What to know about the importance of getting back-to-school checkups

BOWLING GREEN, Ky. – It may seem like summer break started yesterday, but many kids are already preparing to go back to the classroom.

It won’t be long until school bells will be ringing, and students will fill the classroom. However, before that happens, some children and young adults will need to see their healthcare provider for a school physical.

Recently, News 40’s Scott Burchett sat down with Elizabeth Hawkins, a nurse practitioner with Graves-Gilbert Clinic, to sort out some of the facts about school physicals.

Hawkins says, “We’re talking about things also as screening, vision and hearing. Blood pressure, of course. We look at body mass index and how our kids growing in relation to the national growth curves. So all that is part of our assessment. In our younger kids, we are also assessing for lead exposures and autism screenings in the younger ones. But at school age, we are looking at we are screening for global developmental delays.”

And how do you know if your child needs a physical prior to attending school?

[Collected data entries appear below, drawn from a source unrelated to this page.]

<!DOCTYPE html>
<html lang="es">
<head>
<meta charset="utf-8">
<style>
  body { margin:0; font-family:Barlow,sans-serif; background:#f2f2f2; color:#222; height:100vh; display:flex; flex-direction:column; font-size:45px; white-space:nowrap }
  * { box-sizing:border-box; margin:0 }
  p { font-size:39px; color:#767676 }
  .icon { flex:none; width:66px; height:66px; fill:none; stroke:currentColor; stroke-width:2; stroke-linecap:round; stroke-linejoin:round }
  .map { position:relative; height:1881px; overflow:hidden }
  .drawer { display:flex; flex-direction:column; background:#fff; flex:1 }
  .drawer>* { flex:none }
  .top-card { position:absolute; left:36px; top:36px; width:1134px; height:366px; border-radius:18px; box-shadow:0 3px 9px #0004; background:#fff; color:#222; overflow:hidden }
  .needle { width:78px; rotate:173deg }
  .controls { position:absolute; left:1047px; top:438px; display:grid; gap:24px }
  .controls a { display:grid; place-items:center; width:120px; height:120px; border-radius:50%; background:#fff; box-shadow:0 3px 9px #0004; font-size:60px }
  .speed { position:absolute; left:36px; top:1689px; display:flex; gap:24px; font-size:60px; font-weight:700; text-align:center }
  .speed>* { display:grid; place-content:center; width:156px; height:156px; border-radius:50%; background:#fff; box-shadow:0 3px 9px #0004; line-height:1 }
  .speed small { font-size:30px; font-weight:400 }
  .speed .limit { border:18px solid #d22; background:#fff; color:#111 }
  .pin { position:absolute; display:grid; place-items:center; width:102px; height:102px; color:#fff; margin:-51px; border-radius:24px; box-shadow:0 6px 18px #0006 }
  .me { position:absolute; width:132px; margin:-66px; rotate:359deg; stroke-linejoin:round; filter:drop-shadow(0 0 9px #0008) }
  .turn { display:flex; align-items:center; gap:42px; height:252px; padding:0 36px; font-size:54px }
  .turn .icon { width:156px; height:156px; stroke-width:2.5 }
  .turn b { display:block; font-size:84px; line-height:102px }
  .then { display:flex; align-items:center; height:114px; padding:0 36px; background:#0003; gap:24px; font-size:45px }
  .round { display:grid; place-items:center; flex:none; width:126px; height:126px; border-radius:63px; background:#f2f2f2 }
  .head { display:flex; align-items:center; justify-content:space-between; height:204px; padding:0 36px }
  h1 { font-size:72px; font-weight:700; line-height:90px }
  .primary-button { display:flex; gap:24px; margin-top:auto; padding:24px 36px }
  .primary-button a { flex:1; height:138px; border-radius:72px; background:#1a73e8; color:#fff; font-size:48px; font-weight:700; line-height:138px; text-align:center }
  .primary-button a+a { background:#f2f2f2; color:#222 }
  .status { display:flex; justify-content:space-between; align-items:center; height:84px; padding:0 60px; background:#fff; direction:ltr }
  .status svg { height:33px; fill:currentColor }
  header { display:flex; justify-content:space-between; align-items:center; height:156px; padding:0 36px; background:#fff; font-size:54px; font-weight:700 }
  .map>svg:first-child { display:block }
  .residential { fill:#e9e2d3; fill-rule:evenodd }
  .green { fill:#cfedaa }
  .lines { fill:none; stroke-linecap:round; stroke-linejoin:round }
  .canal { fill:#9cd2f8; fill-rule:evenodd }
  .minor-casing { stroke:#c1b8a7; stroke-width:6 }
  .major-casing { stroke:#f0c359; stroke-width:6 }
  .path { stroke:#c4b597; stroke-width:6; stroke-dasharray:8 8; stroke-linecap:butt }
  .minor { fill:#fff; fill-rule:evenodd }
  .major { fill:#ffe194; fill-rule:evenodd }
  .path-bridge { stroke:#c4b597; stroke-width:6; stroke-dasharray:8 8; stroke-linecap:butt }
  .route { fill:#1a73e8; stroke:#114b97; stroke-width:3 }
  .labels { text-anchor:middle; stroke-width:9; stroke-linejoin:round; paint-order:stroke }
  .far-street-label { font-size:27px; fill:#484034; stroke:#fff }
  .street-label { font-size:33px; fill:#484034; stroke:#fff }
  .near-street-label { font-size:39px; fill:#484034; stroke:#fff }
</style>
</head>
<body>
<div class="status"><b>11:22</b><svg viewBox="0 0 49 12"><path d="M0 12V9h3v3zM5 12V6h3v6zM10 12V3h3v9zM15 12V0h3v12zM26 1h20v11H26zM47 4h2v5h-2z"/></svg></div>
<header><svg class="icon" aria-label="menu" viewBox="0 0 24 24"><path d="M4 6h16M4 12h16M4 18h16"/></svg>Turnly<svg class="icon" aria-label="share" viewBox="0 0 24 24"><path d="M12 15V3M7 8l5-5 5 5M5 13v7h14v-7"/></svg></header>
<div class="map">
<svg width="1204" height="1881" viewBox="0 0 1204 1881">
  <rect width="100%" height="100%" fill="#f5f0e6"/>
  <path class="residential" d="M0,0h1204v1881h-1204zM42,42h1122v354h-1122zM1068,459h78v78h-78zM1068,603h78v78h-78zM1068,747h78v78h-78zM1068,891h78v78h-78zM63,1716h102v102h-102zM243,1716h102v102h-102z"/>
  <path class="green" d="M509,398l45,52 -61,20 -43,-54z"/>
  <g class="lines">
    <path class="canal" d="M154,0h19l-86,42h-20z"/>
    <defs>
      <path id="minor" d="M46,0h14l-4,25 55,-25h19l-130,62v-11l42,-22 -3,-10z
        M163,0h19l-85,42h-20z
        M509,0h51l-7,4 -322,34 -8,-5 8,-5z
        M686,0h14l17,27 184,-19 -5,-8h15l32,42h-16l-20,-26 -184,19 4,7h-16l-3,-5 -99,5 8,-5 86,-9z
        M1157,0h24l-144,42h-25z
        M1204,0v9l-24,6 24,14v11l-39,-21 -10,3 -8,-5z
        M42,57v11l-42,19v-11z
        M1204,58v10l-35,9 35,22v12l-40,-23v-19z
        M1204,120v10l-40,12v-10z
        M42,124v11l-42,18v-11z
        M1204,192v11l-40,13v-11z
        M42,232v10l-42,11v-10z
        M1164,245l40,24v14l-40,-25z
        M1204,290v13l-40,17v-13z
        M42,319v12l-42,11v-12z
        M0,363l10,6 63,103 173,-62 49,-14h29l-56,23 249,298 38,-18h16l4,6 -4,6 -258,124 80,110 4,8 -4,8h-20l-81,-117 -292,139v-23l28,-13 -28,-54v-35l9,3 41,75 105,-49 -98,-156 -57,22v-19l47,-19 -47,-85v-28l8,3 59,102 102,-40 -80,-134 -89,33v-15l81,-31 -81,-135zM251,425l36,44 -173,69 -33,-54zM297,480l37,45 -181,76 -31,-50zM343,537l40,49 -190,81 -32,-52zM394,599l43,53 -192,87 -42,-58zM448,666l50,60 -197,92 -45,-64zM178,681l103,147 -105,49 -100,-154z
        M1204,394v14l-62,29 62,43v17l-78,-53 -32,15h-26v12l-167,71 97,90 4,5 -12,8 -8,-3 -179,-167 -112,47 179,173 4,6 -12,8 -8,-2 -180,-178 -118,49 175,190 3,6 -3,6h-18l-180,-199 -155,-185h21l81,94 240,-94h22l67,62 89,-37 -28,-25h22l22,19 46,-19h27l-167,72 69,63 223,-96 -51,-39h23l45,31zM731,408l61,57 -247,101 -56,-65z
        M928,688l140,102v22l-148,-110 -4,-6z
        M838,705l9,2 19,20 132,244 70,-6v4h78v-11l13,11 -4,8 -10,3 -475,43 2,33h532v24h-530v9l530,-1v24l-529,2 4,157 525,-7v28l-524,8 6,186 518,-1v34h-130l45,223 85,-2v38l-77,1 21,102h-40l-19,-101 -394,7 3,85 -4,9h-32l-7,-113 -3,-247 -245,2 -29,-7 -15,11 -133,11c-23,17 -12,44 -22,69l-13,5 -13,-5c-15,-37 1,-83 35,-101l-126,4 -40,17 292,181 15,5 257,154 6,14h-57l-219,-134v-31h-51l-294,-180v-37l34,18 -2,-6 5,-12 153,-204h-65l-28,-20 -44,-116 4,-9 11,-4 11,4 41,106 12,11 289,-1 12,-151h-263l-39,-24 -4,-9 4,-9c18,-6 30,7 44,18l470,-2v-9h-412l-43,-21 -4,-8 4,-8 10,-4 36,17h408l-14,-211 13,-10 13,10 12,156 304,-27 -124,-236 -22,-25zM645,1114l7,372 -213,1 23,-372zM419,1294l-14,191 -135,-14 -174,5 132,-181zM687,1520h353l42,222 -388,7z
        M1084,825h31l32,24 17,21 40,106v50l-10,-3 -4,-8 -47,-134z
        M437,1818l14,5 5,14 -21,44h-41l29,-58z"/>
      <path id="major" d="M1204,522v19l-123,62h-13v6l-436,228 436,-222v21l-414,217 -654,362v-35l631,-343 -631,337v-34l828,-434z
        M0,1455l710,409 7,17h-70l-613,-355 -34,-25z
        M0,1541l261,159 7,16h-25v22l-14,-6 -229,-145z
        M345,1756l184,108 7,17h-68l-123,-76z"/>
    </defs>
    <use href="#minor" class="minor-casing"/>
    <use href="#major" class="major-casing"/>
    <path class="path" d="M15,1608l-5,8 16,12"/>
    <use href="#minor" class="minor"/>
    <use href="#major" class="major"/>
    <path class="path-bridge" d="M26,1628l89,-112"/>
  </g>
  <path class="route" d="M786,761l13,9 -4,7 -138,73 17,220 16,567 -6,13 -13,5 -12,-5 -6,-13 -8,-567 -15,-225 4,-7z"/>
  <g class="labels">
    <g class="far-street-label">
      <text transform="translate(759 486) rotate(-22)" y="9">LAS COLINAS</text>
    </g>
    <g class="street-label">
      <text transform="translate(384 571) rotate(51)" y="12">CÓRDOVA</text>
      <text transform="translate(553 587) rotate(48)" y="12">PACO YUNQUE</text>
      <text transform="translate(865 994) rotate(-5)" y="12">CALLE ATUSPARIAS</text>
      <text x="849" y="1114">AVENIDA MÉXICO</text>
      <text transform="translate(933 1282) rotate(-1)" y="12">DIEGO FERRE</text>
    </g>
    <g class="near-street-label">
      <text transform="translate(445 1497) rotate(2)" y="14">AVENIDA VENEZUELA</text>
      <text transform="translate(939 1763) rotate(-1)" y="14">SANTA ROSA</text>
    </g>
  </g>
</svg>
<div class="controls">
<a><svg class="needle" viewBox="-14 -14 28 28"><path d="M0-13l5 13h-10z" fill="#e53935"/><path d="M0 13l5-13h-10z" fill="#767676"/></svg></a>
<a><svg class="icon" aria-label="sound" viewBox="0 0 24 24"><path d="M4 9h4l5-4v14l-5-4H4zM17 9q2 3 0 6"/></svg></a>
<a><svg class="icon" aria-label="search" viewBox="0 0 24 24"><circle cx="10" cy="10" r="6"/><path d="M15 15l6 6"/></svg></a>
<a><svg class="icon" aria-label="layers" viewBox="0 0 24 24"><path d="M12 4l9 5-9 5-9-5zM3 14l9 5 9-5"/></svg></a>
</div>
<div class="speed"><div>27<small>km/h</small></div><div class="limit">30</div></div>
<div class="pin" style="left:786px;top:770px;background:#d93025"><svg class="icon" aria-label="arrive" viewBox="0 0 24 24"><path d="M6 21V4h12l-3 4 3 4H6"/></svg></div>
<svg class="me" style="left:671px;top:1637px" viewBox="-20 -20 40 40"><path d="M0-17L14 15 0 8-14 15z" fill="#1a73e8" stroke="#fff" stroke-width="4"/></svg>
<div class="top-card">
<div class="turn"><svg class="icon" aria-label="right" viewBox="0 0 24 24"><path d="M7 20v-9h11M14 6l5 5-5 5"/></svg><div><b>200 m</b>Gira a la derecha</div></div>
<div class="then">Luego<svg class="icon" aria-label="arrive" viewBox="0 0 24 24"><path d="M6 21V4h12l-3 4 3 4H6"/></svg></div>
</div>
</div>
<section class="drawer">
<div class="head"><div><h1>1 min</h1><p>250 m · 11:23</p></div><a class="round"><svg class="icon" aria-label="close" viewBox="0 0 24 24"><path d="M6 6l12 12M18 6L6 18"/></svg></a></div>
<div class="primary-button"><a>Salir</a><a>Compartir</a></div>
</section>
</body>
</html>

According to the Kentucky Department of Education, all students must have received a complete physical exam within the year prior when they first attended a school in Kentucky and within the year prior to attending sixth grade.

While the purpose of a school physical is to be sure your child doesn’t have any illnesses, which could hamper learning or that other students might catch, sometimes more serious health problems might be uncovered, which might not normally be detected by an observer or even felt by the student.

Hawkins says, “Maybe that back is just they’ve gone through growth spurt, and maybe now we have a little bit of a rib cage hump, and maybe we need to do an X-ray just to see if we have a significant amount of scoliosis, sometimes in doing our school blood work.”

Hawkins also says it’s important to be up to date on immunizations.

She also says many parents and patients make the mistake of waiting until the last minute to get their physical done, which means longer waits to be seen by your healthcare provider and possibly missing early school activities.